DSE wants to go slow

Niaz Mahmud
04 Nov 2021 00:00:00 | Update: 04 Nov 2021 02:35:35
DSE wants to go slow

The Dhaka Stock Exchange (DSE) wants to go slow in collecting information from the brokerages about the recent rising shares of junk companies taking the present market situation into account.

On Wednesday, it wrote to the securities regulator to extend the report submission period by additional 15 working days about the companies having more than 40 price-to-earnings (PE) ratios.

On September 28, the Bangladesh Securities and Exchange Commission (BSEC) directed the DSE to report back about the reasons behind the skyrocketing prices of low-performing companies within 15 days.

It also ordered the bourse to find whether margin loans were disbursed against the securities with a higher PE ratio.

The stockbrokers are not allowed to provide loan facilities to their clients to purchase shares with a PE ratio of above 40 as per the securities rules.

“We would like to inform you that we have been putting all-out efforts in accomplishing the assigned jobs effectively,” said the DSE in the letter.

“Besides, due to the recent volatility in the capital market, we moved a little bit slowly in collecting required information from the TREC Holder Companies, which further warrants the need for additional time,” it said.

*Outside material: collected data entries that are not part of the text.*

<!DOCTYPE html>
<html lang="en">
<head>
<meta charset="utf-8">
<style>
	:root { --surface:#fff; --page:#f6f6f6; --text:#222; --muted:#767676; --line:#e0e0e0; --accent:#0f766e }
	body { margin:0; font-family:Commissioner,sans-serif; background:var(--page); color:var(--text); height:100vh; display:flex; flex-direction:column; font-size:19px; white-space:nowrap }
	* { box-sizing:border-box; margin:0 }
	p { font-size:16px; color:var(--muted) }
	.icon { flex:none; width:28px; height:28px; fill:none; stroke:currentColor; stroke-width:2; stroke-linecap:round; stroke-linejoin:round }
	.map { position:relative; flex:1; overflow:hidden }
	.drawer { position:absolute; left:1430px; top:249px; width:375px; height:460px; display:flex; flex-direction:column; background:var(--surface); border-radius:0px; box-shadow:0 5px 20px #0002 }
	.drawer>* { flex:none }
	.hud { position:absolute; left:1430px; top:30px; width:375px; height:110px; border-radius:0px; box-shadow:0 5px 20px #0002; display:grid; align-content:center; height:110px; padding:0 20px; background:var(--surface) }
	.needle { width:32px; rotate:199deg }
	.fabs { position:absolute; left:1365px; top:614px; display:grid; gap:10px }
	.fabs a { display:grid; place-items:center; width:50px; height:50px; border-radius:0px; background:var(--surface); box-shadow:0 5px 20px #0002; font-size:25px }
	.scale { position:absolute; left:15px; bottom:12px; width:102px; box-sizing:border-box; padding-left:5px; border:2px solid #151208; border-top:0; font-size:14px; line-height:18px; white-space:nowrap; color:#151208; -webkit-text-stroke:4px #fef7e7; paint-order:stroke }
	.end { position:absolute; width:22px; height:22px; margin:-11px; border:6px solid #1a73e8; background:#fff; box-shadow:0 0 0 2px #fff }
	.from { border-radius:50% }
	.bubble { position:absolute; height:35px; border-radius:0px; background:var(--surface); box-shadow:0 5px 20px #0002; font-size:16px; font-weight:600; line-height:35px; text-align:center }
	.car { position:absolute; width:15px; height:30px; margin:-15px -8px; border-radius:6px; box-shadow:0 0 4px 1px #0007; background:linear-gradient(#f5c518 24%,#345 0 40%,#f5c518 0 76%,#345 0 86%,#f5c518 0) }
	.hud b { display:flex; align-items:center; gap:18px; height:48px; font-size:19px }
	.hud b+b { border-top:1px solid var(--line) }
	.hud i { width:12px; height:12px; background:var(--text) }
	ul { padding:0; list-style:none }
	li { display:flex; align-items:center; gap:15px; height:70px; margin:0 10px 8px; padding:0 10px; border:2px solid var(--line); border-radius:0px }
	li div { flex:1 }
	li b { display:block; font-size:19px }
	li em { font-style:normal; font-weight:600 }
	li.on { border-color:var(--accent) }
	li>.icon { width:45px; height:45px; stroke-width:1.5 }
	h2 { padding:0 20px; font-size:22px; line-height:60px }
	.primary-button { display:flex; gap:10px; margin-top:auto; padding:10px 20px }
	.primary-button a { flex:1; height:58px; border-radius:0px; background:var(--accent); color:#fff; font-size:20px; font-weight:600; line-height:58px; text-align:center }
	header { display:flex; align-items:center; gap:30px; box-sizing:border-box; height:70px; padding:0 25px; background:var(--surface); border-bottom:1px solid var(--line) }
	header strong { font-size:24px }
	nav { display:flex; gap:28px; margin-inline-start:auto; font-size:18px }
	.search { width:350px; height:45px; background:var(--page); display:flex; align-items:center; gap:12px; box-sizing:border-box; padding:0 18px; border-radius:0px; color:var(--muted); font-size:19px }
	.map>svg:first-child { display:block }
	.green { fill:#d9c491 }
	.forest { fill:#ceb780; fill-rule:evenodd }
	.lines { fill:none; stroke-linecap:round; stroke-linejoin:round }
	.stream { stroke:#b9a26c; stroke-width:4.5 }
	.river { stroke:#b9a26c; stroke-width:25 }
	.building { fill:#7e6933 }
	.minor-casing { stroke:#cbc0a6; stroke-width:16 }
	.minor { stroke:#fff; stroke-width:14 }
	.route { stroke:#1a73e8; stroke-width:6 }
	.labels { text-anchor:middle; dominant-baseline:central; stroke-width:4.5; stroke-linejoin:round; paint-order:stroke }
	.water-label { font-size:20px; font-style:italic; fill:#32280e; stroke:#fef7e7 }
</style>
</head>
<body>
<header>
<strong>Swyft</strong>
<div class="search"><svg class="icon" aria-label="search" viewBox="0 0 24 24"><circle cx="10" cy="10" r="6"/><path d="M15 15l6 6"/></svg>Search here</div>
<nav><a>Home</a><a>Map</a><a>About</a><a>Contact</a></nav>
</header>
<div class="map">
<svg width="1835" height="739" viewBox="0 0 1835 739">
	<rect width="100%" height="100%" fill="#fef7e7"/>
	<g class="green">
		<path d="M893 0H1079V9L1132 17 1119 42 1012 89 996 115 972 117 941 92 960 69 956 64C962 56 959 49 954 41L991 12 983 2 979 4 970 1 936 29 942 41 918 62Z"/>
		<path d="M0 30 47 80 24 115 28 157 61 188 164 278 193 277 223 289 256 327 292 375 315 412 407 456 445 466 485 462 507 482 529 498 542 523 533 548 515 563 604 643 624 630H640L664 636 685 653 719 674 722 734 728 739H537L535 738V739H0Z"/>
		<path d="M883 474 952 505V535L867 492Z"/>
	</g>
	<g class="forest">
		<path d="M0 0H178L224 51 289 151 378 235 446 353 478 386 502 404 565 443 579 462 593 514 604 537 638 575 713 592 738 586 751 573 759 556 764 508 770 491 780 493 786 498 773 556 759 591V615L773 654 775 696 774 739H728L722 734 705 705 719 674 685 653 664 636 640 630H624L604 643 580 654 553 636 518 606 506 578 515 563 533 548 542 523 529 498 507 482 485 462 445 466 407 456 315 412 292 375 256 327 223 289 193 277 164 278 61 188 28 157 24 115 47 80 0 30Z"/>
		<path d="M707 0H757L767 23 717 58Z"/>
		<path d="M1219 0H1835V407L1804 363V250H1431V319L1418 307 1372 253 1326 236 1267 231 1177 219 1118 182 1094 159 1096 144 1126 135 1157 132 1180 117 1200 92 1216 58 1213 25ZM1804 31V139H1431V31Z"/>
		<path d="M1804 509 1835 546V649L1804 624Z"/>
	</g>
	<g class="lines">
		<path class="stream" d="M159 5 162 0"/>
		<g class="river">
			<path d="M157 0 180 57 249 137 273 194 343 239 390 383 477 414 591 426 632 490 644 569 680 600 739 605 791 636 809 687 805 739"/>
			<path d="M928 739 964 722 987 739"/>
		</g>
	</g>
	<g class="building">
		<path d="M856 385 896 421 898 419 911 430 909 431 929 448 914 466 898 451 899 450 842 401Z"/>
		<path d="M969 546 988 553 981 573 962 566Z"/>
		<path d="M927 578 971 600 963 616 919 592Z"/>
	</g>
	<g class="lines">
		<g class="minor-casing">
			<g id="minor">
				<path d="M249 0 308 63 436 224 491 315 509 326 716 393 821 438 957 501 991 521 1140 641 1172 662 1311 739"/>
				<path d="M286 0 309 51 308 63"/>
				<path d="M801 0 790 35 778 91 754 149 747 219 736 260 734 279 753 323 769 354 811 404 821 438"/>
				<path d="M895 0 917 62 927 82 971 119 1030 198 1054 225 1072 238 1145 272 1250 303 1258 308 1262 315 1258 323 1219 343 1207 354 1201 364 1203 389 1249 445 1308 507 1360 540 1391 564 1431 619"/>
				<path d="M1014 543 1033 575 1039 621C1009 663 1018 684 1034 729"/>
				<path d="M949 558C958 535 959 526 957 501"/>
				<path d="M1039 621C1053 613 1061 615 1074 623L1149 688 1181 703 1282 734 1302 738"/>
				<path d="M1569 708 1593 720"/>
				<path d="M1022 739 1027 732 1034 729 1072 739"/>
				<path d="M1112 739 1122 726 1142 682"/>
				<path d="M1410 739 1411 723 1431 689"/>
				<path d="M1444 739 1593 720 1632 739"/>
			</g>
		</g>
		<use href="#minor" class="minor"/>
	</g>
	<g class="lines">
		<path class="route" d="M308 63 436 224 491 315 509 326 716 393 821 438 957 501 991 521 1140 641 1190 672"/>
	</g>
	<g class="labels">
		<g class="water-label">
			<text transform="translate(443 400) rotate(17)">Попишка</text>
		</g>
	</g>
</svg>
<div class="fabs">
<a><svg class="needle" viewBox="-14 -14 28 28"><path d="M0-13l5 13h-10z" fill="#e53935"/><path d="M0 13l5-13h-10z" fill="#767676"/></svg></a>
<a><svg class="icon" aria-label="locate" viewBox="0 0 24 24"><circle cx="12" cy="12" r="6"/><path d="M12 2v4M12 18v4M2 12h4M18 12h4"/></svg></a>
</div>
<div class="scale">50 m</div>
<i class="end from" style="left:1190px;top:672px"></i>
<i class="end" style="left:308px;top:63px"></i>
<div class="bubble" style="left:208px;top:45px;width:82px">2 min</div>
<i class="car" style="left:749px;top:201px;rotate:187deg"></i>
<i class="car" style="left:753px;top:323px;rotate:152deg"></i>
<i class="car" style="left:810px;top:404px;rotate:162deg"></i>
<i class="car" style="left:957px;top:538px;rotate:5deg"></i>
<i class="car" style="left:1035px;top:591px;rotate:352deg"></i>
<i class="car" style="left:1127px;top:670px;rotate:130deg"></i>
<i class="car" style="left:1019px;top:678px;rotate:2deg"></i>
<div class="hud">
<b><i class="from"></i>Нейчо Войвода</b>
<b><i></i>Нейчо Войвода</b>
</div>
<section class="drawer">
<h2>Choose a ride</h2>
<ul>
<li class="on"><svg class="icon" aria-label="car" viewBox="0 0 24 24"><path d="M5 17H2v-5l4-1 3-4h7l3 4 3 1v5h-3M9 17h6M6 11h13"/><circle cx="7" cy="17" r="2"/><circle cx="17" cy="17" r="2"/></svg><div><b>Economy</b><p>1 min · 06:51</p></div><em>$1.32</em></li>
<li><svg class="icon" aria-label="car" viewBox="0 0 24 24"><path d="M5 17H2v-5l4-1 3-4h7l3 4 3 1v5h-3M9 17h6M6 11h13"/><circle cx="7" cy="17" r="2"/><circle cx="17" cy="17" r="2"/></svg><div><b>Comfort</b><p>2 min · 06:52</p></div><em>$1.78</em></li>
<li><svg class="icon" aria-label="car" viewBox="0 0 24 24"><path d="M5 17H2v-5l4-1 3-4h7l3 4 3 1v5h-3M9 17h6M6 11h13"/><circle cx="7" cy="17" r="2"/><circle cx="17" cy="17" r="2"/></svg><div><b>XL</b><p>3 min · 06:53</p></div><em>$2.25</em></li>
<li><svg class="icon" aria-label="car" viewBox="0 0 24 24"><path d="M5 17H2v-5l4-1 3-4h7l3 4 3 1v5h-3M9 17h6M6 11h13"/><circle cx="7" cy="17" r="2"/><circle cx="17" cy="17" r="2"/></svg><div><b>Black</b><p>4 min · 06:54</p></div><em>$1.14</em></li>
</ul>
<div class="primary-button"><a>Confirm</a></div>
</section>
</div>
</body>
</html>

However, it said, verifying a volley of data submitted by the TREC companies regarding the issue in addition to regular job responsibilities of the concerned officers is taking time.

The PE ratio refers to a valuation ratio of a company’s current share price compared with its earnings per share.

According to the DSE data, among 390 companies and mutual funds listed on the Dhaka bourse, 80 companies have a PE ratio of more than 40.

If a company’s PE ratio is lower than 15, it is considered investible. If it ranges between 16 and 25, the investment decision is called moderately risky. When it goes over 25, it is usually considered so risky, analysts say.

Besides, some companies saw their share prices soar abnormally in recent times despite no undisclosed price-sensitive information.

Following the ‘abnormal’ price hikes, the DSE served show-cause notices on the companies in the last three weeks.

Manipulators usually target small-cap stocks as their prices can easily be manipulated, according to dealers.